A las 10:18 apareció el bus y nos subimos, ella con la fe de que podíamos pasar las dos con su tarjeta y yo con la esperanza puesta en que alguna de las pasajeras que había a bordo me vendiera el pasaje. Merce pasó porque una de las otras se dispuso, pero tampoco le alcanzó el saldo. Ya estaba sentada Merce cuando le dije al conductor: “Me tengo que bajar, ¿cierto?”, y él como que no sabía qué decirme, pero tampoco abrió la puerta para que me bajara. “Métase por debajo, como los niños”, creo que dijo Merce, o pudo ser otra pasajera.

A las 10:20 yo estaba pasando por debajo de la registradora y enseguida todas las personas a bordo celebraban mi hazaña. El conductor en silencio y con una sonrisa aprobaba.

Merce y yo nos sentamos juntas. A las 10:38 ya ella sabía qué andaba yo haciendo por aquellos extramuros y yo sabía a qué iba ella con tanto afán para el centro.
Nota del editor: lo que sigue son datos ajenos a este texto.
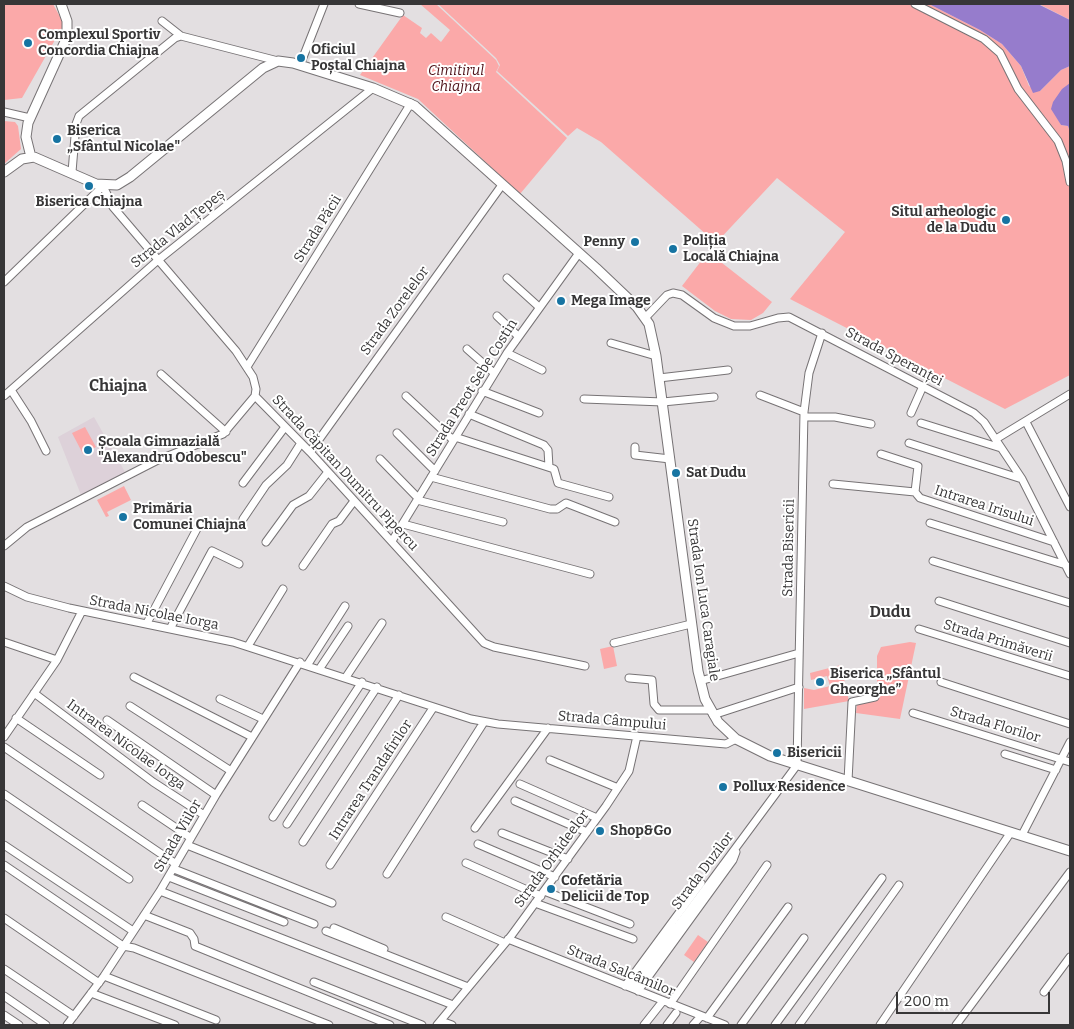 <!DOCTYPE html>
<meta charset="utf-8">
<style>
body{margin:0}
#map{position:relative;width:1074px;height:1029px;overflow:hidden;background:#e3dfe1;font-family:Bitter,serif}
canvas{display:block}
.frame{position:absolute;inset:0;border:5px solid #373637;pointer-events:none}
.scale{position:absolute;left:896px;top:992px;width:154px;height:22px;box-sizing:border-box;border:2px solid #373637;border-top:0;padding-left:6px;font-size:15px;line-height:18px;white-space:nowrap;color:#373637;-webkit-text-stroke:4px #fff;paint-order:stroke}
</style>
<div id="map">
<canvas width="1074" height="1029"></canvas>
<div class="frame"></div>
<div class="scale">200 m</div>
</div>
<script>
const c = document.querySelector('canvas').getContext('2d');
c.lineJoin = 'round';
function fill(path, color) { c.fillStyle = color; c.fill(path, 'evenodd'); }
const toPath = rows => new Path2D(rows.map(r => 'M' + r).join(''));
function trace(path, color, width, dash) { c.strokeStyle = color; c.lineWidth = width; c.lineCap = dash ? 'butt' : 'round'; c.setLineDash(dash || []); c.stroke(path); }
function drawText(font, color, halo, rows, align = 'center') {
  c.font = font + ' Bitter,serif'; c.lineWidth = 4; c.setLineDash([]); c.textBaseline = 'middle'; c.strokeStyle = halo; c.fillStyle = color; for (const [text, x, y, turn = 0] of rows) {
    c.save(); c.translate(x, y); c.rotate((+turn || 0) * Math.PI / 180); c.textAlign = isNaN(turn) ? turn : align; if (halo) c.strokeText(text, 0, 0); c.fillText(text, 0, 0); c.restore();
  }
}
fill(toPath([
 [94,417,125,472,81,495,58,437]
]), '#ddd1d9');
fill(toPath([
 [4,4,53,4,64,24,22,98,4,100],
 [420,4,436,4,496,60,499,66,496,72,567,138,520,194,418,99,360,75,403,15,422,28,420,33,426,38,431,33,441,42,450,30],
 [438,4,929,4,980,30,1002,44,1021,66,1029,86,1040,91,1061,70,1070,66,1070,83,1056,114,1061,125,1068,126,1070,132,1070,375,1005,409,790,299,845,232,777,178,716,243,601,142,577,128,568,136,497,71,500,65,496,58],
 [1038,4,1070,4,1070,20,1039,4],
 [4,121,15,122,18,126,21,149,4,164],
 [708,252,772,302,763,313,751,320,731,319,715,311,682,286],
 [85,427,96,447,83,454,72,433],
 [124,486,131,500,107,512,109,516,106,517,97,500],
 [910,642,916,643,900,719,856,713,857,704,877,701,877,656,881,647],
 [613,646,617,666,604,669,600,649],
 [841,665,849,701,804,709,804,688,814,690,830,686,827,676,811,680,810,673],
 [698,935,708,942,694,962,684,955]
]), '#fba9a9');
fill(toPath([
 [929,4,1038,4,1070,20,1070,66,1061,70,1040,91,1033,93,1021,66,1002,44,980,30],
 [1070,83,1070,132,1068,126,1061,125,1051,109,1053,102,1062,89]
]), '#967ccc');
const minor = toPath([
 [359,4,400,13],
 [915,4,984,39,1000,53,1018,89,1058,141,1066,161,1070,182],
 [162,21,181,36,278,61],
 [300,65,324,4],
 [4,112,30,118],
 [72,172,76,124,79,116,175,38,181,36],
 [507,278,539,307],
 [4,282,103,186,113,207,236,351,253,377,256,389,255,396,223,434,158,460,27,527,4,546],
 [497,316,518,336],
 [646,317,667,295,673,293,682,295,714,318,734,326,750,326,778,318,789,317,974,413,984,422,1022,479,1070,574],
 [611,343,656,356],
 [467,349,494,373],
 [507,353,542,370],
 [247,367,411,103],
 [161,374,226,432],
 [659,378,728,370],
 [11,390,31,421,46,451],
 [482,391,539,413],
 [760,395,804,412],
 [4,396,157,261,373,88],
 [255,396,310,452,484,643,494,647,585,666],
 [406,396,453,440],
 [584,399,663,402,714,397],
 [911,413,923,386],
 [469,414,544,445,548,450,549,467],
 [804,417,835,417,871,424],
 [1026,422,1070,507],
 [921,423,1001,448],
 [397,433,435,471],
 [455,437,554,469,558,483,609,497],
 [996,439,1070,394],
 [909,443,1022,479],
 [635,447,635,455,670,459],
 [310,452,502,185],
 [881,454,918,466,915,492,920,498,1054,542],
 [380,459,418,498],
 [431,477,550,509,557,509,566,503,615,522],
 [243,483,285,427],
 [833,484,915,492],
 [417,500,503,522],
 [243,519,266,485,287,465,301,443],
 [930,523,1066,565],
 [403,524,590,574],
 [392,541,507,353,579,253],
 [266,542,293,505,309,496,328,472],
 [933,561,1070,603],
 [303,566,332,524,339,521,354,501],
 [4,586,27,597,69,608,233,642,471,719,498,724,726,744,736,739],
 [939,601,1070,643],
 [147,623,199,525],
 [171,627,212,551,239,564],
 [919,629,1070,676],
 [4,642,57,660],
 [614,643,691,624],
 [248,646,283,589],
 [308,664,345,606],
 [320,668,348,626],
 [134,677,252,737],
 [346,677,382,623],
 [629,678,652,680,654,704,659,710,710,710],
 [700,681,799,653],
 [941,682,1070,724],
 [34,693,153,782,204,815],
 [220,699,263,719],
 [130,706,231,771],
 [913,713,1070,762],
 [713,715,799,687],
 [16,718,100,775],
 [107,720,216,795],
 [4,737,57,660,82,611],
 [4,747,176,864],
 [1005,754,1056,770],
 [550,760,618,788],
 [848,781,852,702,875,697],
 [520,784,597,818],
 [4,794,129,879],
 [515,801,587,832],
 [142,805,191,838],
 [273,817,362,682],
 [287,824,377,687],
 [475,828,548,728],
 [502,833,568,859],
 [1022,835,1070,742],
 [303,842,399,695],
 [478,844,555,877],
 [4,845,133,931],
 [187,845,332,903],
 [466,863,541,896],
 [4,865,123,946,134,948,329,1025],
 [330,865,433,708],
 [174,869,314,924],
 [387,874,484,722],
 [169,877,284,922],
 [160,891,453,1005],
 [544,891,630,924],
 [535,903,633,939],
 [144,915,190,933,194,939,195,946,390,1025],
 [446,917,505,943],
 [4,918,99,983],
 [334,928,384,949],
 [326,931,468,987],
 [508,939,725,1025],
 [4,969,74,1016],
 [104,976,216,1020],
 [314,982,422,1025],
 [625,986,701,883],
 [632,988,797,765,804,412,809,373,822,333],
 [638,991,733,860,736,852],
 [1044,992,1070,957],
 [91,993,175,1025],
 [4,996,46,1025],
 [670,1004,767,865],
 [4,1015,19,1025],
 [707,1018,788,907],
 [441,1021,452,1025],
 [67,1025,104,976,160,891,216,795,300,662],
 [437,1025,511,936,606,806,629,771,637,736],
 [644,1025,663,1001],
 [667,1025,676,1013],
 [693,1025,701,1016],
 [741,1025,804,938],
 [775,1025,882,878],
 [799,1025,899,885],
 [880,1025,1011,832],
 [956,1025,1070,872]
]);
const major = toPath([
 [31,157,26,137,28,123,67,37,67,21,61,4],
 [4,172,22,159,34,157,96,184,117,185,130,177,263,68,278,61,293,63,373,88,415,106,596,268,637,307,649,324,656,356,698,671,705,699,718,722,736,739,770,756,1070,851]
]);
trace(minor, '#777375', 9);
trace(major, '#777375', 11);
trace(minor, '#fff', 7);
trace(major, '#fff', 9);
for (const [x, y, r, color] of [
 [28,43,5,"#1774a2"],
 [301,58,5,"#1774a2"],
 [57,139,5,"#1774a2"],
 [89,186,5,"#1774a2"],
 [1006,220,5,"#1774a2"],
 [635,242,5,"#1774a2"],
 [673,249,5,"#1774a2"],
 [561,301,5,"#1774a2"],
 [88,450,5,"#1774a2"],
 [676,473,5,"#1774a2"],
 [123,517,5,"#1774a2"],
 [820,682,5,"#1774a2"],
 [777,753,5,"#1774a2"],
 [723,787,5,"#1774a2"],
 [600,831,5,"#1774a2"],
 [551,889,5,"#1774a2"]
]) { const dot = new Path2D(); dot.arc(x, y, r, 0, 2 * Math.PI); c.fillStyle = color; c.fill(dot); trace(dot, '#fff', 2); }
drawText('bold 14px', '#373637', '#fff', [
 ["Complexul Sportiv",38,35],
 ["Concordia Chiajna",38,51],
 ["Oficiul",311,50],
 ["Poștal Chiajna",311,66],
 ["Biserica",67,131],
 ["„Sfântul Nicolae\"",67,147],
 ["Biserica Chiajna",89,202,"center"],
 ["Situl arheologic",996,212,"right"],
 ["de la Dudu",996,228,"right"],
 ["Poliția",683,241],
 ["Locală Chiajna",683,257],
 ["Penny",625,242,"right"],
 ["Mega Image",571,301],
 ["Școala Gimnazială",98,442],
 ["\"Alexandru Odobescu\"",98,458],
 ["Sat Dudu",686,473],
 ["Primăria",133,509],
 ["Comunei Chiajna",133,525],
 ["Biserica „Sfântul",830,674],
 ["Gheorghe”",830,690],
 ["Bisericii",787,753],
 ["Pollux Residence",733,787],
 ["Shop&Go",610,831],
 ["Cofetăria",561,881],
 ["Delicii de Top",561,897]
], 'left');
drawText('italic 14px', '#4d1017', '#fff', [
 ["Cimitirul",456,71],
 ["Chiajna",456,87]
]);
drawText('14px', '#373637', '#fff', [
 ["Strada Vlad Țepeș",178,229,-39],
 ["Strada Păcii",318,229,-58],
 ["Strada Zorelelor",395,311,-54],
 ["Strada Speranței",894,357,28],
 ["Strada Preot Sebe Costin",472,388,-58],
 ["Strada Căpitan Dumitru Pipercu",345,473,47],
 ["Intrarea Irisului",984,506,18],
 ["Strada Bisericii",789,548,-89],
 ["Strada Ion Luca Caragiale",703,600,82],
 ["Strada Nicolae Iorga",154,613,11],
 ["Strada Primăverii",998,641,17],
 ["Strada Câmpului",612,721,5],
 ["Strada Florilor",995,725,17],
 ["Intrarea Nicolae Iorga",126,745,36],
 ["Intrarea Trandafirilor",371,780,-57],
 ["Strada Viilor",178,836,-60],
 ["Strada Orhideelor",552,859,-54],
 ["Strada Duzilor",703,871,-53],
 ["Strada Salcâmilor",621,971,22]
]);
drawText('bold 16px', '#373637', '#fff', [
 ["Chiajna",118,387],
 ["Dudu",890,613]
]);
</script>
Un minuto después era invitada oficial a su casa: “Cuando vuelva a subir pregunta por mí, yo me llamo Mercedes, cualquiera la lleva hasta donde yo vivo, y la invito a almorzar bien bueno”.
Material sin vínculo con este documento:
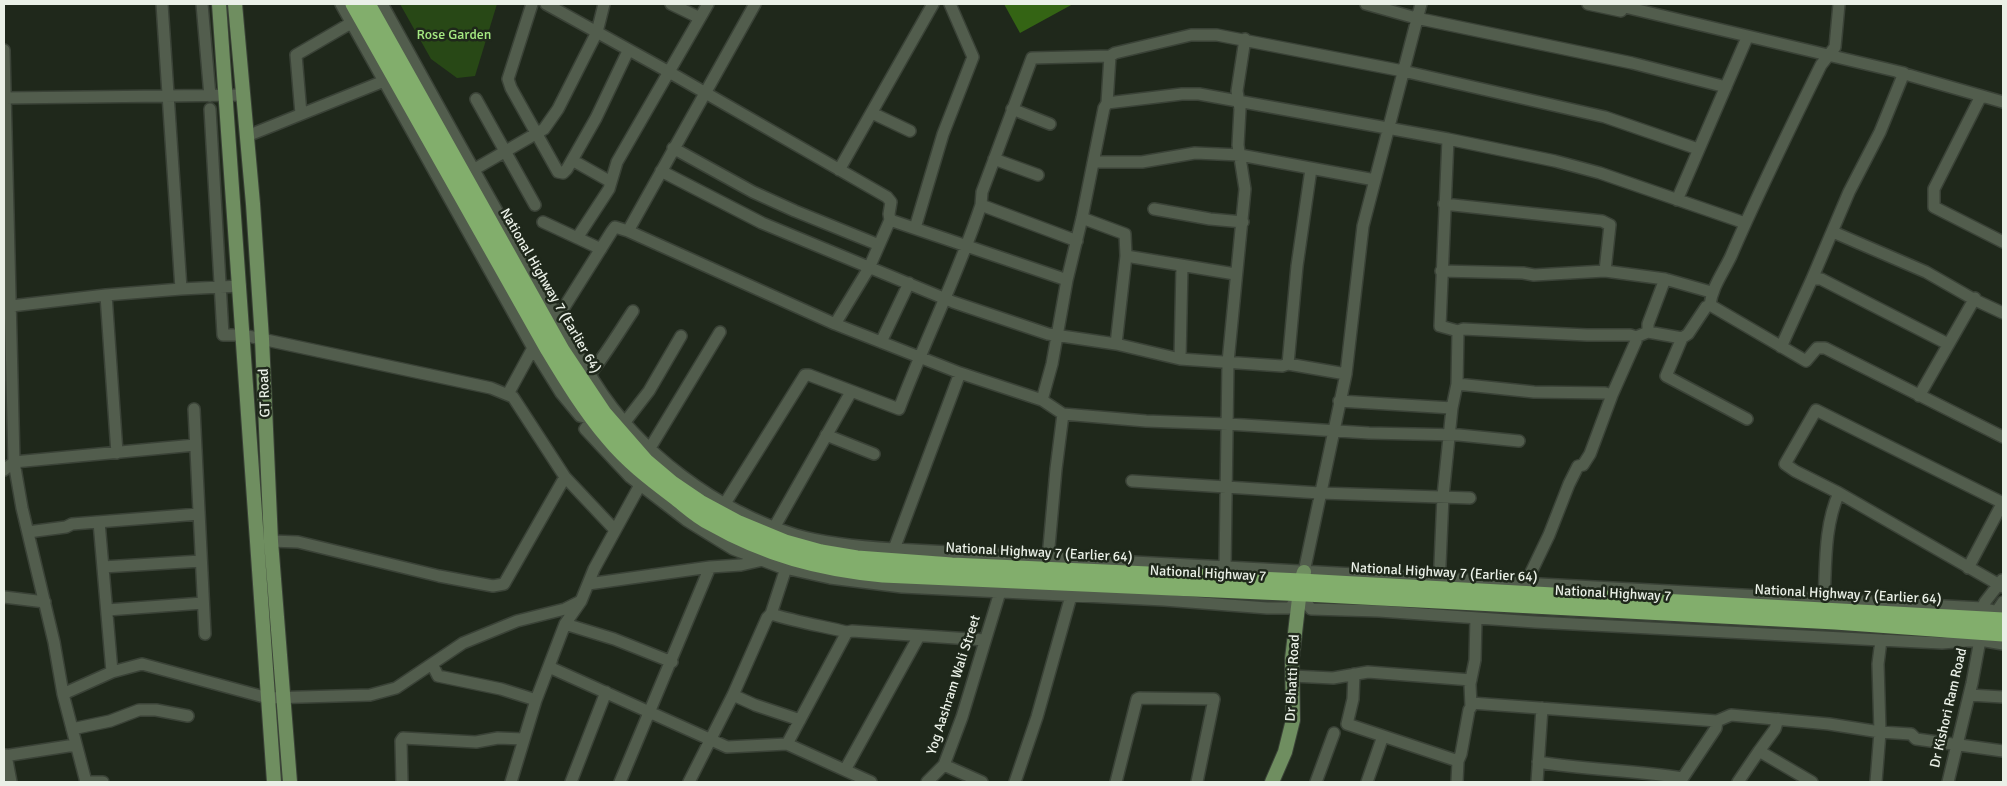 <!DOCTYPE html>
<html>
<head>
<meta charset="utf-8">
<style>
	body { margin:0 }
	#map { position:relative; width:2007px; height:786px; overflow:hidden; background:#1f281b; font-family:Signika,sans-serif }
	canvas { display:block }
	.frame { position:absolute; inset:0; border:5px solid #eaf0e7; pointer-events:none }
</style>
</head>
<body>
<div id="map">
<canvas width="2007" height="786"></canvas>
<div class="frame"></div>
</div>
<script>
const context = document.querySelector('canvas').getContext('2d');
context.lineJoin = 'round';
function fill(path, color) { context.fillStyle = color; context.fill(path, 'evenodd'); }
function stroke(path, color, width, dash) { context.strokeStyle = color; context.lineWidth = width; context.lineCap = dash ? 'butt' : 'round'; context.setLineDash(dash || []); context.stroke(path); }
function label(font, color, halo, rows, align = 'center') {
  context.font = font + ' Signika,sans-serif'; context.lineWidth = 5; context.setLineDash([]); context.textBaseline = 'middle'; context.strokeStyle = halo; context.fillStyle = color; for (const [text, x, y, turn = 0] of rows) {
    context.save(); context.translate(x, y); context.rotate((+turn || 0) * Math.PI / 180); context.textAlign = isNaN(turn) ? turn : align; if (halo) context.strokeText(text, 0, 0); context.fillText(text, 0, 0); context.restore();
  }
}
const green = new Path2D(`
	M400,4H497L475,76L457,78L431,59Z`);
const water = new Path2D(`
	M1004,4H1073L1020,33Z`);
const minor = new Path2D(`
	M202,4L210,96
	M341,4L533,348L561,393L580,416L593,418L585,429L630,477L686,520L733,549L780,567L830,578L902,587L1164,600L1267,608H1290L1300,594L1311,609L1379,611L1535,622L1900,641L1942,643L1980,640L2003,644
	M382,4C432,94 481,185 533,274C554,310 572,347 594,381C639,453 716,510 796,535C827,544 862,547 894,549L1982,608L2003,613
	M532,4L508,79L511,88L558,172L563,173L567,169L596,118L628,51
	M546,4L669,72L887,197L891,202L889,214L890,220L869,268L835,324
	M671,4L700,18
	M755,4L628,231L835,324L960,373L1042,400L1063,414L1146,421L1228,424L1369,433L1459,435L1519,441
	M1366,4L1416,18L1632,63L1726,87
	M1588,4L1621,11
	M1612,4L1904,73L1880,132L1849,192L1812,279L1781,347
	M4,50L14,462L22,508L54,642L63,694L86,782
	M1898,72L2003,102
	M1981,96L1934,189V207L2003,242
	M5,98L244,95
	M476,99L535,205
	M1107,103L1182,94H1199L1448,139L1555,161L1600,173L1745,223
	M210,109L223,335H243L491,388L513,397L565,477L615,530
	M1012,109L1050,124
	M872,113L910,131
	M301,114L296,55L351,23
	M247,136L384,81
	M1448,139L1440,326L1458,331L1463,329L1587,335H1630L1636,337L1648,332L1682,338
	M673,148L753,192L795,211L879,245
	M994,159L1038,175
	M572,160L611,182
	M1094,162H1142L1195,153L1240,155L1375,180
	M473,170L544,129L558,109L597,32L604,4
	M839,170L933,4
	M661,171L762,223L953,302L1048,334L1116,344L1180,359L1282,366L1288,364L1346,374
	M1677,200L1746,40
	M1444,204L1602,221L1610,225L1605,271
	M1154,209L1210,219L1243,222
	M1082,218L1125,234L1126,256L1116,344
	M890,220L1067,280
	M543,222L601,249
	M915,228L943,134L973,57L950,4
	M1833,232L1926,272L1975,300L2003,313
	M577,238L609,189L617,162L708,4
	M1077,241L981,205L982,192L1032,58L1110,56L1115,53L1191,35H1217L1403,71L1605,117L1698,149
	M1126,256L1235,274
	M1441,271L1523,273L1534,275L1605,271L1665,279L1711,292
	M1812,279H1821L1948,344
	M181,289L240,286
	M106,295L117,453
	M1710,305L1806,361L1817,348H1825L2003,437
	M11,306L106,295L181,289L162,4
	M558,317L612,231L615,227L628,231
	M1648,332V324L1665,279
	M881,342L909,283
	M1180,359L1182,266
	M1288,364L1297,266L1311,169
	M590,374C606,354 619,332 633,311
	M1457,384L1534,392L1605,393L1612,395
	M508,394L533,348
	M1919,396L1975,298
	M1042,400L1052,364L1067,280L1082,218L1104,108L1107,103L1110,56
	M1339,401L1452,408
	M194,409L205,634
	M1747,419L1666,376L1682,338L1688,334L1706,307L1710,305C1712,287 1723,273 1731,256C1759,191 1790,128 1821,65L1835,47L1839,4
	M625,422L649,391L681,336
	M826,435L874,454
	M650,448L720,332
	M4,470L14,462L195,445
	M1132,481L1320,493L1470,498
	M2003,503L1816,410L1785,464L1795,471L1839,493L2003,587
	M724,505L805,375H809L899,409C925,340 958,275 981,205
	M99,522L112,672
	M775,526L851,392
	M28,532L66,527L72,524L199,514
	M271,541L298,542L439,576L493,586L504,584L565,477
	M894,549L960,373
	M1048,558L1056,469L1063,414
	M103,567L201,561
	M1225,568L1228,362L1245,189L1238,145L1240,109L1237,91L1245,39
	M1968,568L2003,502
	M1304,572L1346,374L1363,226L1421,4
	M588,584L710,567L741,565L763,560
	M1525,585L1549,535L1569,484L1578,466L1583,465L1590,454L1612,395L1636,341V337
	M1439,587L1443,496L1452,408L1457,384L1458,331
	M4,597L45,602
	M1824,600C1826,564 1824,526 1839,493
	M107,610L203,603
	M771,614L786,568
	M1979,615L1985,602L2002,580
	M1993,617L2003,602
	M565,624L614,639L672,662
	M432,664L438,676L501,689L536,700
	M549,667L727,747L787,744L871,782
	M1354,674L1353,699L1347,724L1458,761
	M1292,676L1333,678L1368,672L1471,680
	M63,694L112,672L142,664L268,698L370,695L396,688L463,643L517,621L565,609L581,601
	M733,695L755,705L800,720
	M1969,695L2003,697
	M1471,703L1717,721L1731,715L1829,724L1880,732L1911,734L1916,739L2003,751
	M1778,719L1775,729L1759,751L1812,782
	M72,729L110,721L139,710H156L188,716
	M787,744L847,632
	M6,755L11,782
	M4,756L75,745
	M1538,762C1586,770 1635,770 1682,778
	M944,765L982,782
	M845,770L919,636
	M86,782H103
	M402,782L401,741L403,738L476,742L498,738L524,739
	M511,782L536,700L565,624L581,601L594,569L640,485
	M571,782L606,692
	M620,782L710,567
	M689,782L733,695L767,618L771,614C797,622 822,626 847,632L852,631L985,640
	M927,782L944,765L962,717L1000,592
	M1015,782L1037,717L1071,596
	M1116,782L1137,699L1139,698L1214,699L1197,782
	M1316,782L1334,733
	M1367,782L1383,736
	M1457,782L1458,761L1461,754L1469,710L1471,707L1470,684L1475,660L1476,618
	M1537,782L1542,708
	M1680,782L1716,728L1717,721
	M1738,782L1759,751
	M1876,782L1880,732L1878,664L1881,640
	M1948,782L1972,683L1980,640`);
const major = new Path2D(`
	M219,4L274,782
	M235,4L253,204L262,339L271,541L290,782
	M1272,782L1285,752L1293,720L1292,659L1301,581L1304,572`);
const highway = new Path2D(`
	M353,4L548,350C566,380 585,411 608,438C627,461 649,478 673,496C685,505 696,516 710,523C766,555 820,569 883,575L1306,594L1835,622L2003,634
	M368,4L562,350L604,413L646,461L672,483L700,502L739,523L785,542L821,552L857,558L952,565L1301,581L2003,620`);
const parkNames = [
	["Rose Garden",454,35]
];
const streetNames = [
	["National Highway 7 (Earlier 64)",550,291,60],
	["GT Road",265,393,-92],
	["National Highway 7 (Earlier 64)",1039,553,3],
	["National Highway 7 (Earlier 64)",1444,573,3],
	["National Highway 7",1208,574,3],
	["National Highway 7",1613,594,3],
	["National Highway 7 (Earlier 64)",1848,595,3],
	["Dr Bhatti Road",1293,678,-87],
	["Yog Aashram Wali Street",954,685,-72],
	["Dr Kishori Ram Road",1949,708,-77]
];
fill(green, '#284816');
fill(water, '#346414');
stroke(minor, '#3a4237', 14);
stroke(major, '#3a4237', 16);
stroke(highway, '#3a4237', 18);
stroke(minor, '#525d4d', 11);
stroke(major, '#6f8e60', 14);
stroke(highway, '#82ae6c', 15);
label('14px', '#a5e982', '#1f281b', parkNames);
label('14px', '#eaf0e7', '#1f281b', streetNames);
</script>
</body>
</html>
A las 10:47 llegamos a la parada final. Merce afanada, yo, con tiempo de sobra. Ella corrió a bajarse para tomar enseguida otro bus. “Bueno, niña, vuelva”, me dijo.

Todavía vi a lo largo de una cuadra su pelo en llamas, abriéndose paso entre la gente. Los minutos, por su parte, se seguían derritiendo bajo el cielo ardiente de Medellín.

Negocio

En la Avenida Oriental, casi llegando a La Playa, a mi papá le dio por devolverse a averiguar por el utensilio ese que venden en la calle y que sirve para pelar, picar y rallar verduras. Claro, papá. Y nos devolvimos un par de metros al sitio donde el vendedor con micrófono inalámbrico promovía la herramienta rallando repollo y sacando tajadas de pepino. “Con mucho gusto, caballero, niñas, vea, esto son seis funciones en una, mango antideslizante, una comodidad…”. El rito de presentación del artefacto incluía la manipulación por parte del potencial comprador, así que mi papá, impulsado por el vendedor, tomó el artefacto e intentó seguir las primeras indicaciones de uso. Mientras tanto, mi hermana y yo sentíamos las miradas de las personas que pasaban: estábamos siendo protagonistas de una especie de aviso comercial callejero. “¿Usted es el que lo va a usar, caballero?”. Sí, le dijo mi papá y agarró un pedazo de cebolla cansado de la alocución y con ganas ya de probar los beneficios del dichoso utensilio a ver si se decidía a comprarlo. “Pero venga, caballero, hágale con el repollo…”. No, mi papá quería probar con la cebolla. En esas arrimó una pareja a preguntar por el precio y enseguida la mujer preguntó también si vendía algo para pelar los huevos. Los huevos cocidos, le ayudé a precisar yo. “Ah, no, señora, pa eso sirve una uña larga”. Y nos reímos todos. Fue el instante que papá aprovechó para probar, no muy diestramente, que sí, que el coso ese sí le podía servir para picar la cebolla de huevo. A cómo, a diez mil, de qué color lo va a llevar, rosadito, dijo papá señalando el naranjado. “Vea qué rosadito tan bonito”, nos hizo reír otra vez, arrastrando la risa que ya traíamos, a nosotros, a otro señor que ahí lo esperaba y a una señora que no se aguantó y detuvo su paso para arrimarse por un ladito y decirnos que ese pelador era muy bueno, que ella ya había comprado uno.